Chemical Hazardous Waste Management Training
This training course is for any Yale staff, faculty or student who generates or handles hazardous chemical wastes on campus.
2022: Empty Chemical Container Update:
A common question that is asked is how should I dispose of the container. The answer to that question depends on what was in it. But, first, no matter what was in the container, it must be empty prior to disposal. Empty means that all free flowing liquid has been removed from the container and used in a laboratory procedure or placed in an appropriate waste container. If the container held a solid, empty means that only trace amounts of the solid remain.

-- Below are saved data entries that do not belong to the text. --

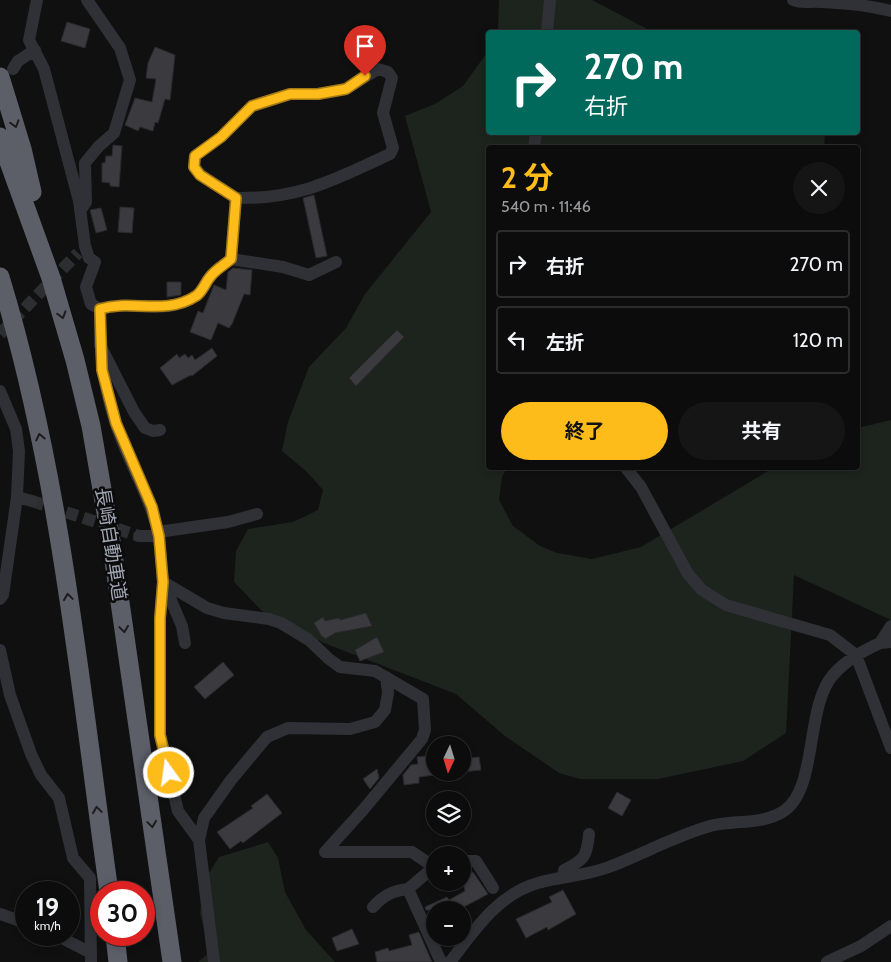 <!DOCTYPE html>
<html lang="ja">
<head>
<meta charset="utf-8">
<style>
	:root { --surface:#0c0c0d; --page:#151516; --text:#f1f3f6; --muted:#9a9b9d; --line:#2c2c2e; --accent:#febc1b }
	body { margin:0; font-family:Cabin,"Noto Sans JP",sans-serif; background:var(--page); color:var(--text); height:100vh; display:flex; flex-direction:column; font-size:19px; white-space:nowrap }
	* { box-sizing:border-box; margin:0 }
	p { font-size:16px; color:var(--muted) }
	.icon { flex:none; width:28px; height:28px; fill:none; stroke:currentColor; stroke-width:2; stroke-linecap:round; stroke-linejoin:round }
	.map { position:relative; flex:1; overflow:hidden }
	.sheet { position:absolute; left:486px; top:145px; width:374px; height:325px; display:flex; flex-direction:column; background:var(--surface); border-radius:5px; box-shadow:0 2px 8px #0003,0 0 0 1px var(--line) }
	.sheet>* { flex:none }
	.banner { position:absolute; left:486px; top:30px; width:374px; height:105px; border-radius:5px; box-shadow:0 2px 8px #0003,0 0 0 1px var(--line); background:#00695c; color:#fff; overflow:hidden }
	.needle { width:32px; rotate:184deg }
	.controls { position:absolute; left:426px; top:736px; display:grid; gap:10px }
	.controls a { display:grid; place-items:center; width:45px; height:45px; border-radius:50%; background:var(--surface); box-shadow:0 2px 8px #0003,0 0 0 1px var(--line); font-size:25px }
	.speed { position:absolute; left:15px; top:881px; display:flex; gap:10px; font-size:25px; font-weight:700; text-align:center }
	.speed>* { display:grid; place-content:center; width:65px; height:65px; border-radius:50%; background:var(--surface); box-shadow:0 2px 8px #0003,0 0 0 1px var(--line); line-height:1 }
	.speed small { font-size:12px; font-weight:400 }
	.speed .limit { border:8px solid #d22; background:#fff; color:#111 }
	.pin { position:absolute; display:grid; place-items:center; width:42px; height:42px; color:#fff; margin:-51px -21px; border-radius:50% 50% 50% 0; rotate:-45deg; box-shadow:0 0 5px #0007 }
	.pin .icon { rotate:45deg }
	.me { position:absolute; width:55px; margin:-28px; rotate:346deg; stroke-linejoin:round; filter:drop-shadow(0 0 4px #0008) }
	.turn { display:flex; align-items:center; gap:18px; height:105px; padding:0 15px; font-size:22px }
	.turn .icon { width:65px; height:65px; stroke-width:2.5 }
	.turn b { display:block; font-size:35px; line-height:42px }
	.round { display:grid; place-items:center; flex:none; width:52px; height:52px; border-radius:26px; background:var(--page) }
	.headline { display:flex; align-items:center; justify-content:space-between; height:85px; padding:0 15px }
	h1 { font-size:30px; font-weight:700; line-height:38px; color:var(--accent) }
	.button { display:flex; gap:10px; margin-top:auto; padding:10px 15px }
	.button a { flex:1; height:58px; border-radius:30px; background:var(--accent); color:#111; font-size:20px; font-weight:700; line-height:58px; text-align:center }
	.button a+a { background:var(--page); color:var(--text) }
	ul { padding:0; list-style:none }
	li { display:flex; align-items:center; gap:15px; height:68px; margin:0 10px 8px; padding:0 5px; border:2px solid var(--line); border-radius:5px }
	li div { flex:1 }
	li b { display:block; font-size:19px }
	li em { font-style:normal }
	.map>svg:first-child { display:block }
	.green { fill:#1c241d }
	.building { fill:#3a3a3f; stroke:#2a292d }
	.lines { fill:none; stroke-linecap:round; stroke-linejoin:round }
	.minor-tunnel { stroke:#2d2e31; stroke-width:12; stroke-dasharray:12 6; stroke-linecap:butt }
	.minor { stroke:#303136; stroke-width:12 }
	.highway { stroke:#5c5f68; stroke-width:19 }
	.oneway { stroke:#1b1c1e }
	.route-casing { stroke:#a57a12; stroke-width:12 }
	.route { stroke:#febc1b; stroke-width:9 }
	.labels { text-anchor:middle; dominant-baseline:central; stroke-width:5; stroke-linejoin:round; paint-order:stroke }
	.street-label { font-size:19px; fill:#a0a5b3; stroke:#0b0b0c }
</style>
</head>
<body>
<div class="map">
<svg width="891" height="962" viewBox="0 0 891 962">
	<rect width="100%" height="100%" fill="#101011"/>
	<path class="green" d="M499,0H592L653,32H498Z
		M489,50V132L825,133L824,148H489V468H507L502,477L499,500L513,526L540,546L557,553L592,559L641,547L773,468H858V428L891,420V620L794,575L786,733L743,761L658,779H580L559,773L505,736L456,694L324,643L262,611L234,582L236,551L248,529L293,522L318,510L323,490L307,472L282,451L288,422L309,367L346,328L365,294L431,212L405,116L435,104L463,86Z
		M268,842L278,858L285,892L306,930L335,962H198L211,951L200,914L204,881L219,857Z"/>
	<path class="building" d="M67,22L90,29L85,48L61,41Z
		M155,47L175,55L170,100L165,99L158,123L155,122L153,131L140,127L138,131L125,125L135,98L152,102L156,79L146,78L148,63Z
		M113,145L122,146L119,187L110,186V183L102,182V163H105L106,156H112Z
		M314,195L327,256L316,258L303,198Z
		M120,207L134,208L132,233L118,232Z
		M101,208L107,230L96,233L90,210Z
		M233,268L252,270L250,295L244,294L232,324L229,328L218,323L211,340L190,332L198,311L203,313L214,285L226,290L228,272Z
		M167,282H181V295L167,297Z
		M397,330L404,337L356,386L349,378Z
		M212,348L217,356L192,376L191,375L172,385L160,368L177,354L179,358L185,354L188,358L192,355L195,360Z
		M366,613L372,626L335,633L325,639L323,636L322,637L314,623L323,617L325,621L339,618L340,620Z
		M377,637L384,652L360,661L355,650Z
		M223,662L234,675L205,699L194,687Z
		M435,755V775L419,777V783L404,785L403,775L411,765L418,764L417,757Z
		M479,757L481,770L462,772V759Z
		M377,769L379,778L370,789L363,779Z
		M617,792L631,800L622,816L608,808Z
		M267,794L282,813L243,843L241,841L230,849L217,832L253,808L251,806Z
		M473,872L488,894L458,910H426L425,907L447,897L449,900L465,891L462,877Z
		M563,890L576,914L548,930L547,927L526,938L516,919L552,902L549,897Z
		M352,929L359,944L337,951L332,938Z
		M419,932L432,962H377L375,952L388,948L389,951L412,945L409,935Z"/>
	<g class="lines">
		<path class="minor-tunnel" d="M0,334L78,253
			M32,501L139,536"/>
		<path class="minor" d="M37,0L29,40L44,69L79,201L85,246L89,258L95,262L86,287L91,304L100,309V345L134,412L145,428L153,431L160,430
			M793,0C803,4 810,1 820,2C844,3 868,5 891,11
			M547,32L550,0
			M13,69L18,61L35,50
			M534,148L536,132
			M82,208L86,202L85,163L99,146L114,133L130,80L120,48L87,0
			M231,259L283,267L309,275L336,262
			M100,309C132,299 164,317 196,296C203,291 205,283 210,277C215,270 224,265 231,259L236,198L201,175L194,167L195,156L221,137L252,106L290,94H318L346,89L378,69L388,72L392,78L383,113L393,148L390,154C334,180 300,199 236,198
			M101,351C103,375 108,400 115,422C128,462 150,496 159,536
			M0,391L16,429L19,451L17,497L32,501
			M626,468L641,487L688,574L702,590L726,605L830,635L856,655L891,748
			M158,532L228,522L257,514
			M139,536H159L163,582L160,618V735L178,811L199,840
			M163,582L207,608L224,613L269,619L281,623L309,640L329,659L340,667L375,671L423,699L425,730L422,739L363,810L325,852H412L434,867L408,889L441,962
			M164,584L182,626L185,643
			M0,599L3,595L17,497
			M891,626L880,643L891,642
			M0,650L10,695L31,754L41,775L59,798L73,858L90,878L91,962
			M462,861H476L493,888
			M563,877L564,870C584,860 587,857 589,834
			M373,907C384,895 392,891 408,889
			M0,914L26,923
			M56,935L91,953
			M214,962L199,840L204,818L231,780L267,737L288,728L350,729L375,722L385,710L388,693L386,677
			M450,962C474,931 498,894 538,883C561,876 586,876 609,867C643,854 675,836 710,826C733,820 763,825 784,811C818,788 805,707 833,675C846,660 863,651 880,643
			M827,962L861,946L891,926"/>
		<path class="highway" d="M0,77L22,149L32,192
			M0,137L51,278L75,360L91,426L112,547L172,962
			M0,277C61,477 80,687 109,892
			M115,935L118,962"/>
	</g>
	<defs><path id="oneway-chevron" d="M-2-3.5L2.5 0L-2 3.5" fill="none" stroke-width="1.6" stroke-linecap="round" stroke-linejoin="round" transform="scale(1.25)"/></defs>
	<g class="oneway">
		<use href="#oneway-chevron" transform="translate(15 124) rotate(74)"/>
		<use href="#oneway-chevron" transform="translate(62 315) rotate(74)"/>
		<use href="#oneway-chevron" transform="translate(40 437) rotate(-103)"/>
		<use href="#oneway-chevron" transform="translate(68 597) rotate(-98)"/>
		<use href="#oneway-chevron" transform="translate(124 629) rotate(82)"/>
		<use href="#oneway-chevron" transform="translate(97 810) rotate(-98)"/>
		<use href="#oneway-chevron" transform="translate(152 824) rotate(82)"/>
	</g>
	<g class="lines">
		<g class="route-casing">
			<path id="route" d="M169,773L160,735V618L163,582L159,536L152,507L116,423L102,370L100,309C132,299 165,316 196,296C203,291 205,283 210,277C215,270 224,265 231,259L236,198L200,175L194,167L195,156L221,137L252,106L290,94H318L346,89L365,76"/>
		</g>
		<use href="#route" class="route"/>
	</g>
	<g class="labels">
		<g class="street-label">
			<text transform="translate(111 544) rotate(81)">長崎自動車道</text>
		</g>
	</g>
</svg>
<div class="controls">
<a><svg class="needle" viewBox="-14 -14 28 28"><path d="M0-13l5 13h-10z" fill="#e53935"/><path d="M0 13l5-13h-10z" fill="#9a9b9d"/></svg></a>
<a><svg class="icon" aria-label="layers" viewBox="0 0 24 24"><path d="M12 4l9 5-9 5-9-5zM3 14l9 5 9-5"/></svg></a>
<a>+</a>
<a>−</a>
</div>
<div class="speed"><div>19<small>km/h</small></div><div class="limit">30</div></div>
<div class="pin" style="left:365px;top:76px;background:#d93025"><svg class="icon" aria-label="arrive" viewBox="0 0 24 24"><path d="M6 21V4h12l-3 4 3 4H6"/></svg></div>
<svg class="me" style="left:169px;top:773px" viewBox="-20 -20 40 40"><circle r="17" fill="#febc1b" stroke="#fff" stroke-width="3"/><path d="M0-11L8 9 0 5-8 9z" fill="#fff"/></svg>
<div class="banner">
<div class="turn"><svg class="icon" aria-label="right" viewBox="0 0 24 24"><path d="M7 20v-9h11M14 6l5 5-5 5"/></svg><div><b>270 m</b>右折</div></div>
</div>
<section class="sheet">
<div class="headline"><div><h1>2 分</h1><p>540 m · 11:46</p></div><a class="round"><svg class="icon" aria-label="close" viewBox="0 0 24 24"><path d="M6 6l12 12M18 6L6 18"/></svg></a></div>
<ul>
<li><svg class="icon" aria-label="right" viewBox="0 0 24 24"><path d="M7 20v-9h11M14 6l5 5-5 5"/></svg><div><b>右折</b></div><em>270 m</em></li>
<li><svg class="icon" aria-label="left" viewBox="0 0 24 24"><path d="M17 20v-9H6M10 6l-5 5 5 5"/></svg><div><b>左折</b></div><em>120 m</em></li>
</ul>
<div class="button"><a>終了</a><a>共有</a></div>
</section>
</div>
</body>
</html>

- As discussed in the training, the first exception is containers that have held acutely hazardous waste. You will recall that acutely hazardous wastes are the P-listed wastes described earlier in this training program. If you would like to dispose of a container which held an acutely hazardous waste, complete the hazardous waste tag and affix it to the container; contact EHS for disposal. You can review the P-listed wastes at https://ehs.yale.edu/sites/default/files/files/hazardous-waste-list-acute.pdf.
- The second exception is containers that have held a chemical prohibited from drain disposal by the Connecticut Department of Energy & Environmental Protection. You can review the list of prohibited chemicals at https://s3.amazonaws.com/ehs-training.yale.edu/EHS_PDF/ChemicalProhibitedList.pdf. If you would like to dispose of a container which held a prohibited chemical, sufficiently rinse the container with water to remove any residue and collect the rinsate in an appropriate container for disposal as hazardous waste. After the container is rinsed, deface or remove the labels containing chemical information, remove the cap, and dispose of it in the regular trash or use it to collect chemical waste. A reminder to collect glass containers in a regular box, not a biomedical waste box, and tape it shut.